### Notebook Summary

In this notebook, we use PySpark on EMR (via JupyterHub) to read the Google Books Ngrams CSV that was copied into HDFS. We validate the load by inspecting the schema and reporting row and column counts, as well as some other basic info. Next, we run a Spark SQL query to filter rows where token = "data" and briefly examine the filtered dataset. Finally, we write the filtered results back to HDFS as a CSV, verify the output, and prepare for the downstream step of merging/uploading to S3 for local analysis.

### Preliminaries

In [17]:
# Imports

from pyspark.sql import SparkSession
from pyspark.sql import functions as F

FloatProgress(value=0.0, bar_style='info', description='Progress:', layout=Layout(height='25px', width='50%'),…

In [2]:
# Check that Spark session exists

spark = SparkSession.builder.getOrCreate()

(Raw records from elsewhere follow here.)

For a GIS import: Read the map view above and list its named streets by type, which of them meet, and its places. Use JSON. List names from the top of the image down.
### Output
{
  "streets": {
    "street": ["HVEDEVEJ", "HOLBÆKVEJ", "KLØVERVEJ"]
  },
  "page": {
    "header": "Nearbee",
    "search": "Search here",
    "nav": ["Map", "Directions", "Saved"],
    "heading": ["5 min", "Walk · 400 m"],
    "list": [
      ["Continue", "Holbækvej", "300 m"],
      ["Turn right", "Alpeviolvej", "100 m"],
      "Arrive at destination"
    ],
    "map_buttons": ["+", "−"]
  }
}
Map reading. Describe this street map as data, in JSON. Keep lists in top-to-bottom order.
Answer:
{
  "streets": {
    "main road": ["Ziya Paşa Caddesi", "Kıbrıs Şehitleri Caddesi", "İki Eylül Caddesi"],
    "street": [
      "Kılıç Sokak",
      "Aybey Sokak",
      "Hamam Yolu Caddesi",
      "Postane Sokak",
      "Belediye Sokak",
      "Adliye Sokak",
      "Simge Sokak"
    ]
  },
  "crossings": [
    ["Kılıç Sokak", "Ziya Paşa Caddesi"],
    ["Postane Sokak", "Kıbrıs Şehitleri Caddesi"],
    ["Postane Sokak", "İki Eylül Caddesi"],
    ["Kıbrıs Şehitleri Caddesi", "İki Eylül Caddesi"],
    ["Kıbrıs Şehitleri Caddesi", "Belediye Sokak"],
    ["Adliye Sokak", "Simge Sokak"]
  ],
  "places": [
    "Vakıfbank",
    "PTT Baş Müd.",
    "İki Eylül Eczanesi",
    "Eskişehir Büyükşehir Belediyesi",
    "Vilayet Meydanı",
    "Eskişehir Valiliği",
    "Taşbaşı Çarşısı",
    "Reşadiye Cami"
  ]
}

FloatProgress(value=0.0, bar_style='info', description='Progress:', layout=Layout(height='25px', width='50%'),…

In [5]:
# Read csv from HDFS

PATH = f"hdfs:///user/hadoop/eng_1M_1gram/eng_1M_1gram.csv"

ngram_df = (spark.read
           .option("header",True)
           .csv(PATH, inferSchema=True))

FloatProgress(value=0.0, bar_style='info', description='Progress:', layout=Layout(height='25px', width='50%'),…

In [7]:
# Cache the dataframe to speed up repeated operations

ngram_df.cache()

FloatProgress(value=0.0, bar_style='info', description='Progress:', layout=Layout(height='25px', width='50%'),…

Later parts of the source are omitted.